§ **Information shown**
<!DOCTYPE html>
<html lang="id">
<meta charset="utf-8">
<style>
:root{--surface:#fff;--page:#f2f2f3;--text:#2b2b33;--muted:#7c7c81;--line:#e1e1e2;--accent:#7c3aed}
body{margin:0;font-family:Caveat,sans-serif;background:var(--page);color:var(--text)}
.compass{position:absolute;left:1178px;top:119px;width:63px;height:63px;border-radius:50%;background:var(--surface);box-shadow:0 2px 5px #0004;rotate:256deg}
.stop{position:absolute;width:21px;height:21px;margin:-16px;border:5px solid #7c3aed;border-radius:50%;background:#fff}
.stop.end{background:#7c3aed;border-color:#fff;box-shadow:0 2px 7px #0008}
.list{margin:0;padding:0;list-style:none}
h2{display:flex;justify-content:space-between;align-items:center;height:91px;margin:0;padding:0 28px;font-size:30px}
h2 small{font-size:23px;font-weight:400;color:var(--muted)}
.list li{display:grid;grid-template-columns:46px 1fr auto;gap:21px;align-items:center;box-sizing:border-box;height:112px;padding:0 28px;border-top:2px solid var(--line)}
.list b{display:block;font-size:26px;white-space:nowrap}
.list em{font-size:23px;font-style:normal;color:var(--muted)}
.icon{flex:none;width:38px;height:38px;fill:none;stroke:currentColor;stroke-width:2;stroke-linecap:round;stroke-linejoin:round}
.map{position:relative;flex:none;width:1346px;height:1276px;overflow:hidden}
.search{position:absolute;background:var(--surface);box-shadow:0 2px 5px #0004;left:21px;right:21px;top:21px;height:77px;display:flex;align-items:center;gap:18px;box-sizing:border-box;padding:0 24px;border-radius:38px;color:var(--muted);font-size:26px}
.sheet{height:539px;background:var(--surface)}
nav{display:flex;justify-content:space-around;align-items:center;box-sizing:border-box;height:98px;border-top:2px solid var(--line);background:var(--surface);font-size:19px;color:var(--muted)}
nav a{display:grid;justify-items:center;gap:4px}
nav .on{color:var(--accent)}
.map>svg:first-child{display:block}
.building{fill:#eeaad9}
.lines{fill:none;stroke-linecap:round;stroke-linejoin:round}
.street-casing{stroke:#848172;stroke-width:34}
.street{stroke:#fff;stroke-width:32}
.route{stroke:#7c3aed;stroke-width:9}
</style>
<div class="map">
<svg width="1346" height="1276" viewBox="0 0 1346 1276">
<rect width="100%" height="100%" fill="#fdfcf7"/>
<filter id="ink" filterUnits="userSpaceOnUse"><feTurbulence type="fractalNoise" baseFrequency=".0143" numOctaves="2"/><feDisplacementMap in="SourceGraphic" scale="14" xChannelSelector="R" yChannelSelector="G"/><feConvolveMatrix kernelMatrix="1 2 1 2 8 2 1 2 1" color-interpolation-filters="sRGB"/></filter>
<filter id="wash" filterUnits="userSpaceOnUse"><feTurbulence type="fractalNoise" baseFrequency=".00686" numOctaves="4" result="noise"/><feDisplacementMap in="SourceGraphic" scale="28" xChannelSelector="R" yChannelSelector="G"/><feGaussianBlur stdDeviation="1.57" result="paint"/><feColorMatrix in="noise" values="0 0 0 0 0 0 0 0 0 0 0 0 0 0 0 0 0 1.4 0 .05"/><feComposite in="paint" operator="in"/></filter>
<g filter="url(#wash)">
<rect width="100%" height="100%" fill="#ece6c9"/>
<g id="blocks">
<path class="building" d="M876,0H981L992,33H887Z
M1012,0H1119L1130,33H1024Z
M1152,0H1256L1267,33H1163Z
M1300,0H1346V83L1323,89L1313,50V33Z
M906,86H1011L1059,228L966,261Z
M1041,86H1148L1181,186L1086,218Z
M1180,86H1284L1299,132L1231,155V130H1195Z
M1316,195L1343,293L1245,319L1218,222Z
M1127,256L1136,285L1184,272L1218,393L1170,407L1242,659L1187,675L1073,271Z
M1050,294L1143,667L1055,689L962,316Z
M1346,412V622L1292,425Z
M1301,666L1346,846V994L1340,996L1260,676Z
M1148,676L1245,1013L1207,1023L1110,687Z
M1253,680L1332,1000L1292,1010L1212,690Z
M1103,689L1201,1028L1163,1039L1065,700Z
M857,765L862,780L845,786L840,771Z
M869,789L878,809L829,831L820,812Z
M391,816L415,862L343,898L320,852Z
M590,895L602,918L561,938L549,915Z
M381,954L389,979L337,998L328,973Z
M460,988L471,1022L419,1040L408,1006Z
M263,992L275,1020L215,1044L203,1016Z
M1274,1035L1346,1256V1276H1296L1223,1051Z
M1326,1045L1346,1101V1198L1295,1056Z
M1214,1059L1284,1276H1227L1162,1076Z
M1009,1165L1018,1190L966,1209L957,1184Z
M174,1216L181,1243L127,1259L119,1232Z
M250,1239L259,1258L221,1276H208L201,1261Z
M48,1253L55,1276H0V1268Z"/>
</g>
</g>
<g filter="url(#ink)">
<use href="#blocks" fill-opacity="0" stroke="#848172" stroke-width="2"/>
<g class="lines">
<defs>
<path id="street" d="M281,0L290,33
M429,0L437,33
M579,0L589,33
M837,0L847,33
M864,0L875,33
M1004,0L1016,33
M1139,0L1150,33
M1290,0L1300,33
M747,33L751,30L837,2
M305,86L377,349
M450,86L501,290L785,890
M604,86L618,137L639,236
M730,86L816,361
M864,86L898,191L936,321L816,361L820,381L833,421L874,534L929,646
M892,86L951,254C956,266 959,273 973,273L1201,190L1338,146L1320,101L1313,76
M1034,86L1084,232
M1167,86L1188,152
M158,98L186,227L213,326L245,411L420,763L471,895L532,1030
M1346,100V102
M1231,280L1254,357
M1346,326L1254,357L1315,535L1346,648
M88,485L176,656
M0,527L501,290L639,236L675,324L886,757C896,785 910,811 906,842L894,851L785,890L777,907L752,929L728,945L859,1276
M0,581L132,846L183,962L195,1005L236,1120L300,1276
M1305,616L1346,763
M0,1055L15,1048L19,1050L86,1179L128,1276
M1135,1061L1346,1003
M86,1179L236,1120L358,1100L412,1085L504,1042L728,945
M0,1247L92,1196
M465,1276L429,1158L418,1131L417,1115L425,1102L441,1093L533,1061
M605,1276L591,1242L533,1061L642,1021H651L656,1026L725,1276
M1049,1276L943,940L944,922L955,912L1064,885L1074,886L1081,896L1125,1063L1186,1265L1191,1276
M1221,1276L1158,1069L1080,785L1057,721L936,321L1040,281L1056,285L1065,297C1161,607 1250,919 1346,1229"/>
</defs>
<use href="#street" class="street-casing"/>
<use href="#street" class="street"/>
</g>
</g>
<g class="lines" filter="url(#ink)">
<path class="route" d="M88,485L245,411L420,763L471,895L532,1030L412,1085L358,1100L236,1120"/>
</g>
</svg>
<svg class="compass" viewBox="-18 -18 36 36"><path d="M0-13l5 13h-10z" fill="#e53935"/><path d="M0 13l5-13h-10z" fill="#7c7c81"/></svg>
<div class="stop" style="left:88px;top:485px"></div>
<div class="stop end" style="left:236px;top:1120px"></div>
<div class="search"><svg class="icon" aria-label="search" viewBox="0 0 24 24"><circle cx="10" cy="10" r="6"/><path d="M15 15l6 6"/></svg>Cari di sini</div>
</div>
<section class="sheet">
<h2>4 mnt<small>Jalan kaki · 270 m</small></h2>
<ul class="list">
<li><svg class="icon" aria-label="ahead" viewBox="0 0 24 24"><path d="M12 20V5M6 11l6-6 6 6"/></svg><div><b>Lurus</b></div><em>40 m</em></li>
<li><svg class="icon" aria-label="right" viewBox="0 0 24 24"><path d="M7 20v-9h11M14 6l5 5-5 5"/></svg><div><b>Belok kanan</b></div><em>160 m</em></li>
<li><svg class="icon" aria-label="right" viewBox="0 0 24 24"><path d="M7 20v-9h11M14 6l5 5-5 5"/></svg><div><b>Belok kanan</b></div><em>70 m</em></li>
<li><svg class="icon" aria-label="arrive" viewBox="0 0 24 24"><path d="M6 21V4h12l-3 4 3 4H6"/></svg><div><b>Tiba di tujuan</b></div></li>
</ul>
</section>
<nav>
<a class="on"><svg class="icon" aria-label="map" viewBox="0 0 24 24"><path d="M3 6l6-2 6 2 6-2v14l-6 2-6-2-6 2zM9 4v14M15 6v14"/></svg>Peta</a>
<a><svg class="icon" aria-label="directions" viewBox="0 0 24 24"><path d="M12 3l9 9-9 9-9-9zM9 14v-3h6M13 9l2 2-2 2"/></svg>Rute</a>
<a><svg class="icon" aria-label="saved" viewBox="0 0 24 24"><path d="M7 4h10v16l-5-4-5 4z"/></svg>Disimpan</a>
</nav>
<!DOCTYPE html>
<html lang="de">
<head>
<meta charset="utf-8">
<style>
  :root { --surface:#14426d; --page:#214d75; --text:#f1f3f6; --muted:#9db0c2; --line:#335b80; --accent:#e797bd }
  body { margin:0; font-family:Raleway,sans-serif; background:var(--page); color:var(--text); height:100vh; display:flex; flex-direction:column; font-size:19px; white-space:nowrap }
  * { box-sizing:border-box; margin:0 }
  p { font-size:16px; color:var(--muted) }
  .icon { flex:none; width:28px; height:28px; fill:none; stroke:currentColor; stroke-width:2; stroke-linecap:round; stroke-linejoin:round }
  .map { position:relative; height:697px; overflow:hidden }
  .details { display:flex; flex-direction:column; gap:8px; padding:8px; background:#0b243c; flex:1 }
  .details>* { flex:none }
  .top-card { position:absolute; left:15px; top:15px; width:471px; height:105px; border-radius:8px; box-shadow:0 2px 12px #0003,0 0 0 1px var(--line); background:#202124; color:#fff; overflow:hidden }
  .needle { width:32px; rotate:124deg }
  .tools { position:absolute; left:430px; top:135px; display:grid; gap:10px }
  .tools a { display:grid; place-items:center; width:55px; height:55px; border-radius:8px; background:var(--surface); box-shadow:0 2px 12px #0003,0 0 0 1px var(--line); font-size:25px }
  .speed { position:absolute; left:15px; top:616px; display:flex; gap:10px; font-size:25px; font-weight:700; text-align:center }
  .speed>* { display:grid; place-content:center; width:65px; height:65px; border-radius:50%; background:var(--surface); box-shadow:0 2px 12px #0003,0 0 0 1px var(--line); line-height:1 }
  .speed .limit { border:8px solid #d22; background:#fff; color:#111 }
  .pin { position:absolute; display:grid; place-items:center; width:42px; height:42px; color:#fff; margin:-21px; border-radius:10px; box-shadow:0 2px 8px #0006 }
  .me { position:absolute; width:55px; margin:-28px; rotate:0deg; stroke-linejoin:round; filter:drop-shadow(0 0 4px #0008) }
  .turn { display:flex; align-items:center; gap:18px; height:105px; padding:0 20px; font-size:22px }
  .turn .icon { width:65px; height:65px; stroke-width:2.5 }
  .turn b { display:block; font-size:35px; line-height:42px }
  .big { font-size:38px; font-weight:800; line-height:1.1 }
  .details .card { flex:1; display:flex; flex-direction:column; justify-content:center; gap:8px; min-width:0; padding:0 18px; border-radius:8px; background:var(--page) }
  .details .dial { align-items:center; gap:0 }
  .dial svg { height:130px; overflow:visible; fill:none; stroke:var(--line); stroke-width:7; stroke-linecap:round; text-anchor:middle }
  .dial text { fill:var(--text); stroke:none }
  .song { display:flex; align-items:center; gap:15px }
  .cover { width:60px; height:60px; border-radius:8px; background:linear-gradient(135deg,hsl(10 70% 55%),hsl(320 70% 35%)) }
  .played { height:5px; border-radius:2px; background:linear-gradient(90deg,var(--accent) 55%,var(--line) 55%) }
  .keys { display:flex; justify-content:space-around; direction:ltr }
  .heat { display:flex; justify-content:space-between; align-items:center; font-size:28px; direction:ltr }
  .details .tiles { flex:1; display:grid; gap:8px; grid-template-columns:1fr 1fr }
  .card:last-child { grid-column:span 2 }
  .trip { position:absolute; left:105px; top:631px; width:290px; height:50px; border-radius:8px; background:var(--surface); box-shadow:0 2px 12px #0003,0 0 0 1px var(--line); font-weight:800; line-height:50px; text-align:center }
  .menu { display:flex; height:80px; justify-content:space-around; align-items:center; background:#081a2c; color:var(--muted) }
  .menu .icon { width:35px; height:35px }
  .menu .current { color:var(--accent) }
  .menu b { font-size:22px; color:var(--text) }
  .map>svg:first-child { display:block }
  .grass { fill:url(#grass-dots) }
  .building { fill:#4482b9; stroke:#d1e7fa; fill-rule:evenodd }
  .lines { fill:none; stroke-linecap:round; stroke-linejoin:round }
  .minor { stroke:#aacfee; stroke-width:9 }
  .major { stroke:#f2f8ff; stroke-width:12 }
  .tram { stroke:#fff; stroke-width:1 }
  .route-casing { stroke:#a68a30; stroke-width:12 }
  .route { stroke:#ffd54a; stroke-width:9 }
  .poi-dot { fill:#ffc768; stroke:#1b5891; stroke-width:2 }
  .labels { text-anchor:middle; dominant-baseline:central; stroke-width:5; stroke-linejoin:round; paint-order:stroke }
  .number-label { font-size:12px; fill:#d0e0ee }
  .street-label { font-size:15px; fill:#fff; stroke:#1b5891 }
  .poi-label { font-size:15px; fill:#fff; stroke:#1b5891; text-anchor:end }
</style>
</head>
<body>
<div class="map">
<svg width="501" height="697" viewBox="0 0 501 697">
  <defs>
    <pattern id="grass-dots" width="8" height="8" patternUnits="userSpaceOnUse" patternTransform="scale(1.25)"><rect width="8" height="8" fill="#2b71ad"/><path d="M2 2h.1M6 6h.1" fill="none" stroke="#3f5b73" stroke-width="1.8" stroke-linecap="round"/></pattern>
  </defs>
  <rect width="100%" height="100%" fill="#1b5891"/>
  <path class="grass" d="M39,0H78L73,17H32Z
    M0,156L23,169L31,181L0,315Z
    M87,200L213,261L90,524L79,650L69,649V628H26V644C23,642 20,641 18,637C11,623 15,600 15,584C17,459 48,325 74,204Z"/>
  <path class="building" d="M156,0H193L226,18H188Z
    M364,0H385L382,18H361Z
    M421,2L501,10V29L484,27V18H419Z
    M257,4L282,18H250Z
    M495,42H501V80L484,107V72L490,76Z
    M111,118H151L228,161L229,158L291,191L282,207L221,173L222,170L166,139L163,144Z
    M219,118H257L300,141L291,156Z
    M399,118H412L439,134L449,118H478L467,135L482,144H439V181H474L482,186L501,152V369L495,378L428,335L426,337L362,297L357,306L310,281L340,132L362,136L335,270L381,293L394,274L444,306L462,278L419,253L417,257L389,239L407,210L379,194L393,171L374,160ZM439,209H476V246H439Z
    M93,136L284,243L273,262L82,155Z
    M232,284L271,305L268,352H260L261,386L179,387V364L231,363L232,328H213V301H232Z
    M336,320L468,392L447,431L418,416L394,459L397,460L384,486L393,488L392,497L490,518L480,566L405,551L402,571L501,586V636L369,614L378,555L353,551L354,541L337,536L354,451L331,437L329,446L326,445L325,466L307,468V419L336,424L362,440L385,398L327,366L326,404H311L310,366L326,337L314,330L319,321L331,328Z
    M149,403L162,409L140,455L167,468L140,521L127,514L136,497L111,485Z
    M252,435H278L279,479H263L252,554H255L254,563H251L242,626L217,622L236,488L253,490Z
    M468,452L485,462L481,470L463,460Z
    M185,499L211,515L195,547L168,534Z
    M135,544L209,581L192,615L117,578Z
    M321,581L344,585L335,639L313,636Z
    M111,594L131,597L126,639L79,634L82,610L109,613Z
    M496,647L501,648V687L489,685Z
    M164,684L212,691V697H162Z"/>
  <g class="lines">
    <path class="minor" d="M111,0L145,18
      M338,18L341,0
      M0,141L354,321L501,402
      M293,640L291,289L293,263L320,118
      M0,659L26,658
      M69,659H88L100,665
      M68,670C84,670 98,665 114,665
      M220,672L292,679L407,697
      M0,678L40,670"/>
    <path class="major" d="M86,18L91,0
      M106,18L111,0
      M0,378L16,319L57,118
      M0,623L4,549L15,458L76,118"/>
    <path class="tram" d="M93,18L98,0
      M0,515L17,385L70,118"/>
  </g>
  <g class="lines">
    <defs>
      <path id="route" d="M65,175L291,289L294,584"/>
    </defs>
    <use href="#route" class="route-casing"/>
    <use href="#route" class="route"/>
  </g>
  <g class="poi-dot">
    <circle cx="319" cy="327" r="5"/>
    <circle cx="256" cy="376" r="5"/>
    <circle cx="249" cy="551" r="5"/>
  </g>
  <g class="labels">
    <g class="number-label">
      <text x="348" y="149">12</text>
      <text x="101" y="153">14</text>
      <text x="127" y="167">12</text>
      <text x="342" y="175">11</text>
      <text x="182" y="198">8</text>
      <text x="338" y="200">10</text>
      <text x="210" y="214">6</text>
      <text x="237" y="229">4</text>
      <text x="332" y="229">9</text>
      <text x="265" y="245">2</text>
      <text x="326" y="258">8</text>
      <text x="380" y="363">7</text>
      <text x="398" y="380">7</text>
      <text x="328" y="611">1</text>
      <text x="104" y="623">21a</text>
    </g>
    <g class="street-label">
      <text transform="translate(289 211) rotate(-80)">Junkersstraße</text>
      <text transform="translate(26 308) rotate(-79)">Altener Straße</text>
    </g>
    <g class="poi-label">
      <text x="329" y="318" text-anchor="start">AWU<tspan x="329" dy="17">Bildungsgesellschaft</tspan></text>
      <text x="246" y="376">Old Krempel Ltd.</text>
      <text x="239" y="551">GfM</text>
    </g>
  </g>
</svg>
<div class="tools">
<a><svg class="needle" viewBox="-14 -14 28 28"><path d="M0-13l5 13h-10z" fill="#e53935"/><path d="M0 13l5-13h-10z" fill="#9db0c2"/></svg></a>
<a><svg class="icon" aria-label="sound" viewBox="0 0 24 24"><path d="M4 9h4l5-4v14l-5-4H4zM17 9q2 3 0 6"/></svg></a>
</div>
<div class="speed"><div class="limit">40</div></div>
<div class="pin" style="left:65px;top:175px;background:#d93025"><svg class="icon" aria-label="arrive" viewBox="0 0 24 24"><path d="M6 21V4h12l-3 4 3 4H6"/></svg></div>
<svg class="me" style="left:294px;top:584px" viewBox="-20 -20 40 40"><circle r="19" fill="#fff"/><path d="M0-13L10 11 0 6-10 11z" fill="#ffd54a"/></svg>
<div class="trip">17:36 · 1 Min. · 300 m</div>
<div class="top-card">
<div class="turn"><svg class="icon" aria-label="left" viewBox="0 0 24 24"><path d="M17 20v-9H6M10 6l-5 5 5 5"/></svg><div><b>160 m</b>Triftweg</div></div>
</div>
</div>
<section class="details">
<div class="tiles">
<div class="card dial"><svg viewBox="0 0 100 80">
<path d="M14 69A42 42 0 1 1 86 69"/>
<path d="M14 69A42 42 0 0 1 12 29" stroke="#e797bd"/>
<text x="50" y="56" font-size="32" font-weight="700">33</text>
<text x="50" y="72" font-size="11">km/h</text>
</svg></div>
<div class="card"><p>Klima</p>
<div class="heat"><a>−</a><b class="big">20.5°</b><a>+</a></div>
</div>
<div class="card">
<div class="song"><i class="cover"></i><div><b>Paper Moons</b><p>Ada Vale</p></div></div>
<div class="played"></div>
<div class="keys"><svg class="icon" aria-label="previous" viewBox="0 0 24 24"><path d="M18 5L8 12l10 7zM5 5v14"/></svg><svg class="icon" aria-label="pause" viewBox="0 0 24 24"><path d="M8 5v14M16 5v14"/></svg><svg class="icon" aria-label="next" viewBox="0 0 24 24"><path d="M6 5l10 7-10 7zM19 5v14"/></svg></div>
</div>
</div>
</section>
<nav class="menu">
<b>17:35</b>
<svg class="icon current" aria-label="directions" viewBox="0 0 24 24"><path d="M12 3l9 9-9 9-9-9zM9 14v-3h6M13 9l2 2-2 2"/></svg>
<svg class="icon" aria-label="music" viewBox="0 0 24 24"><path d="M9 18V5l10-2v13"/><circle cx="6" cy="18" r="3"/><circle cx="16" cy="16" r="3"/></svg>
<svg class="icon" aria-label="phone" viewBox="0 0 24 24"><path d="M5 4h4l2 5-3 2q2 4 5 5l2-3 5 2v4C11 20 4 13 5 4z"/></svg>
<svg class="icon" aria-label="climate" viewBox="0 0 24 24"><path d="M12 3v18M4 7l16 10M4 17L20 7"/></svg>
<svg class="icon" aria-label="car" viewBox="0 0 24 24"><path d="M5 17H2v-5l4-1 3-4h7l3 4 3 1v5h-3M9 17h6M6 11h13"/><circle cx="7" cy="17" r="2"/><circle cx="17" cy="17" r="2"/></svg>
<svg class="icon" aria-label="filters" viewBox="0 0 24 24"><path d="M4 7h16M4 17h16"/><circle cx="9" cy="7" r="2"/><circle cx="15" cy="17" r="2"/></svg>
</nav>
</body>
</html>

§ **What to do**
Count the lines in the entries above that hold the string "sans", and give that count without any other text.

§ **Result for this exercise**
2